## TASK GOAL
Among the lines of the records, please find those that contain the word "from" and copy them.

## AVAILABLE RECORDS
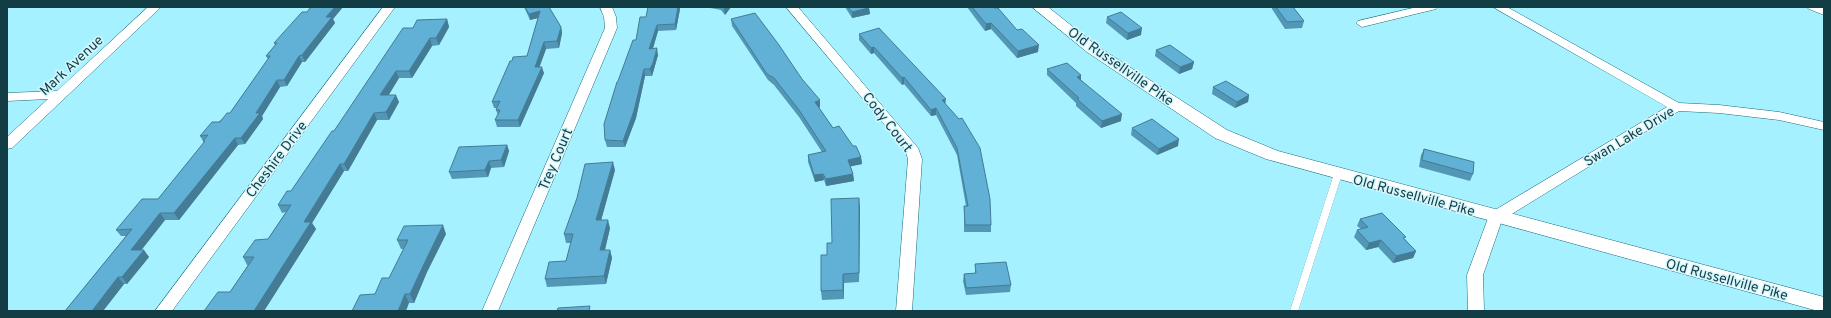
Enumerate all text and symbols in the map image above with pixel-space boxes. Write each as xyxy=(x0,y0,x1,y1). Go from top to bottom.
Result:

--

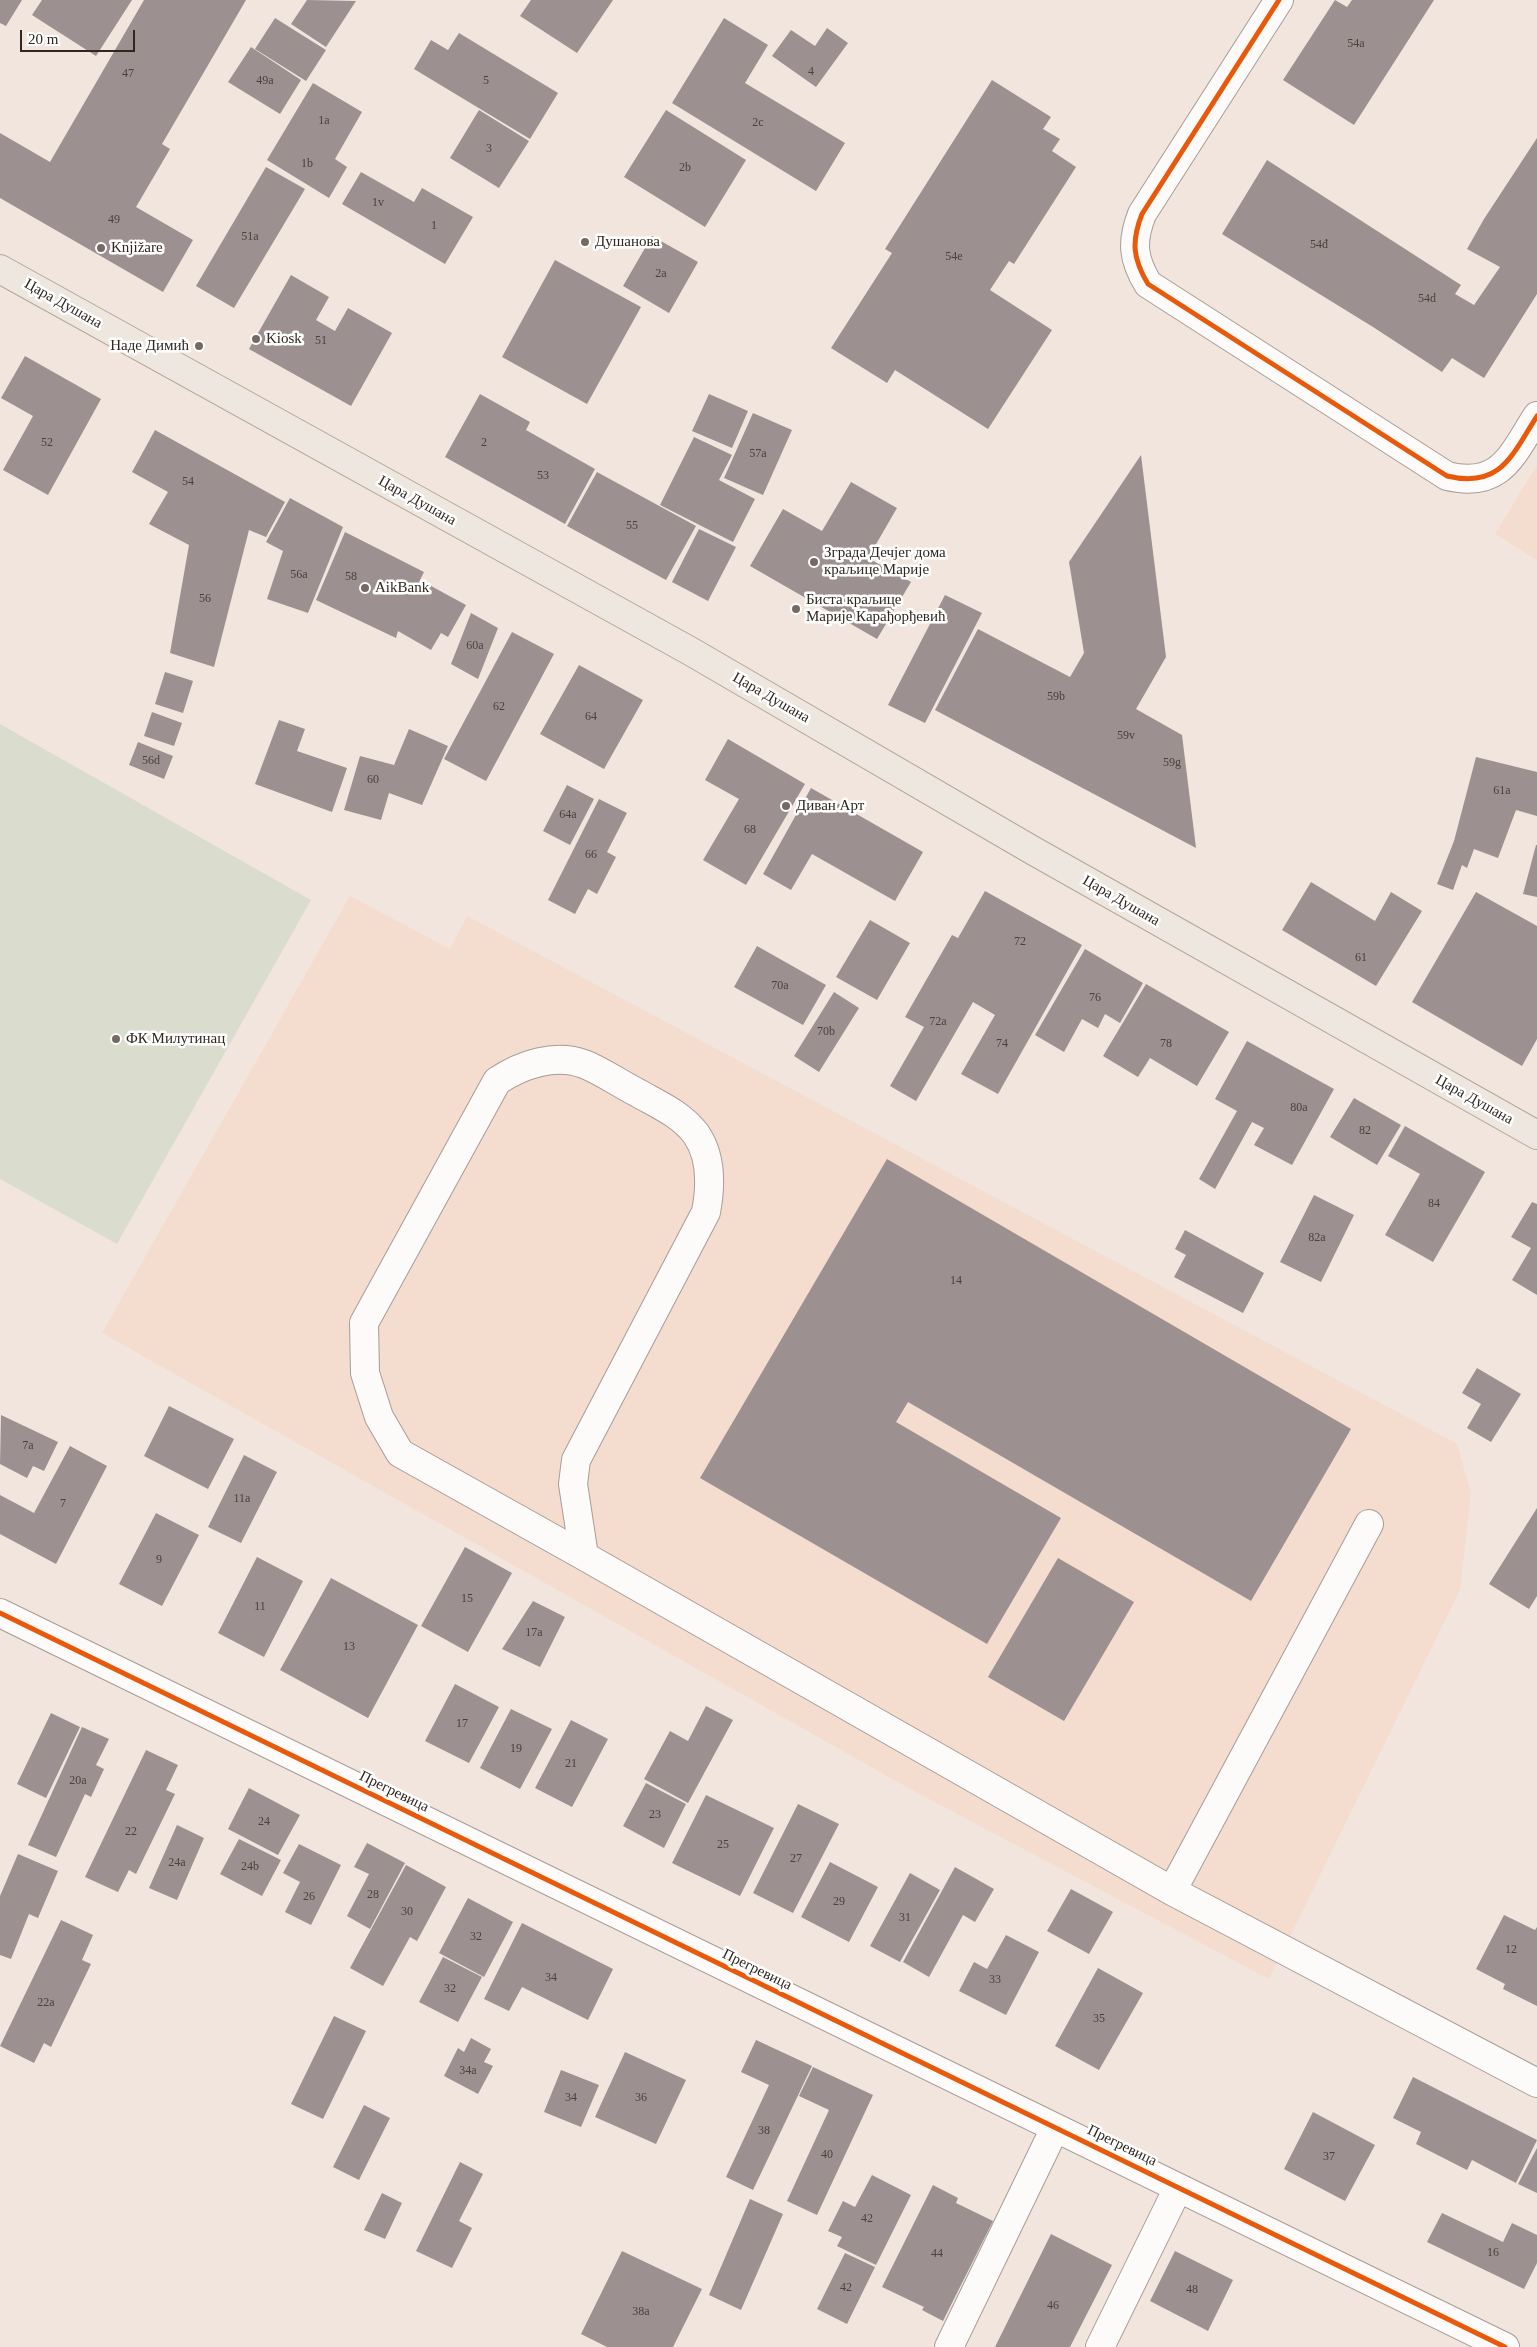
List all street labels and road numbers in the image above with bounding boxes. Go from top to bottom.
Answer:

* * *

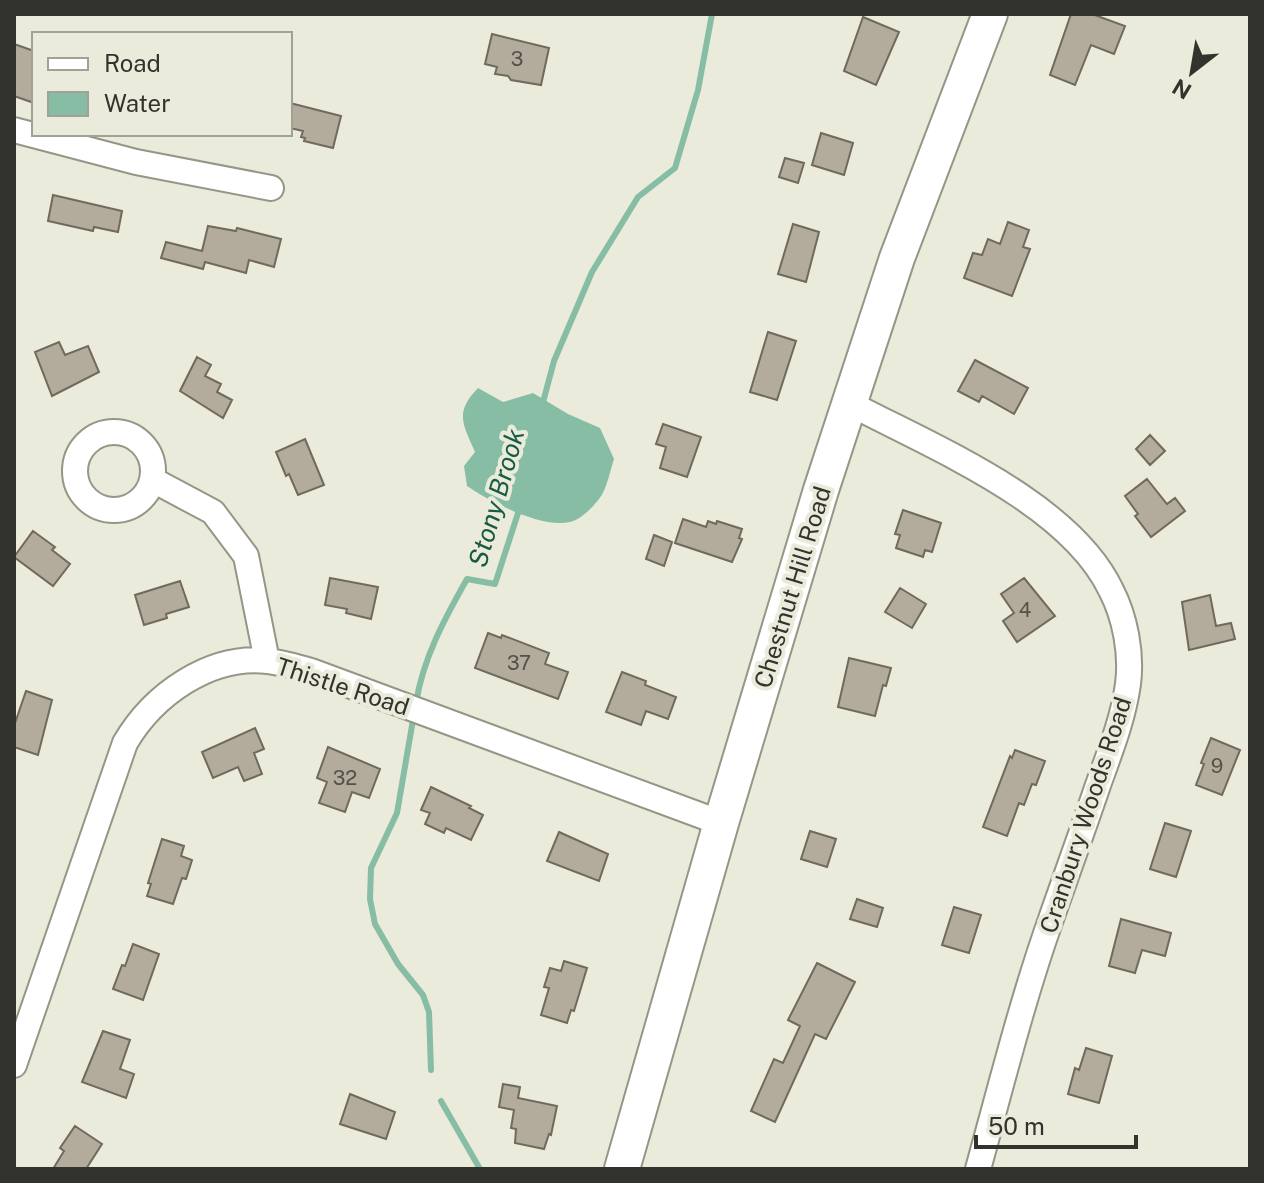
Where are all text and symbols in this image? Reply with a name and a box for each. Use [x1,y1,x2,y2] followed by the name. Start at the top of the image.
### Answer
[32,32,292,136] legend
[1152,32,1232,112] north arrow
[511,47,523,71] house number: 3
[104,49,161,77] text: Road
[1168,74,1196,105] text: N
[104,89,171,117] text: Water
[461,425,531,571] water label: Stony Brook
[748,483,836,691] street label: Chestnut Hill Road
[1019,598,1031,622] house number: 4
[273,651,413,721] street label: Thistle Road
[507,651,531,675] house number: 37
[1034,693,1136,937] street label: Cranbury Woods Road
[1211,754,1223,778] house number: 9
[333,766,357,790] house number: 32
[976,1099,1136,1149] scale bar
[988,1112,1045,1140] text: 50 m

## ANSWER SECTION
Enumerate all text and symbols in the map image above with pixel-space boxes. Write each as xyxy=(x0,y0,x1,y1). Go from top to bottom.
List all street labels and road numbers in the image above with bounding boxes. Go from top to bottom.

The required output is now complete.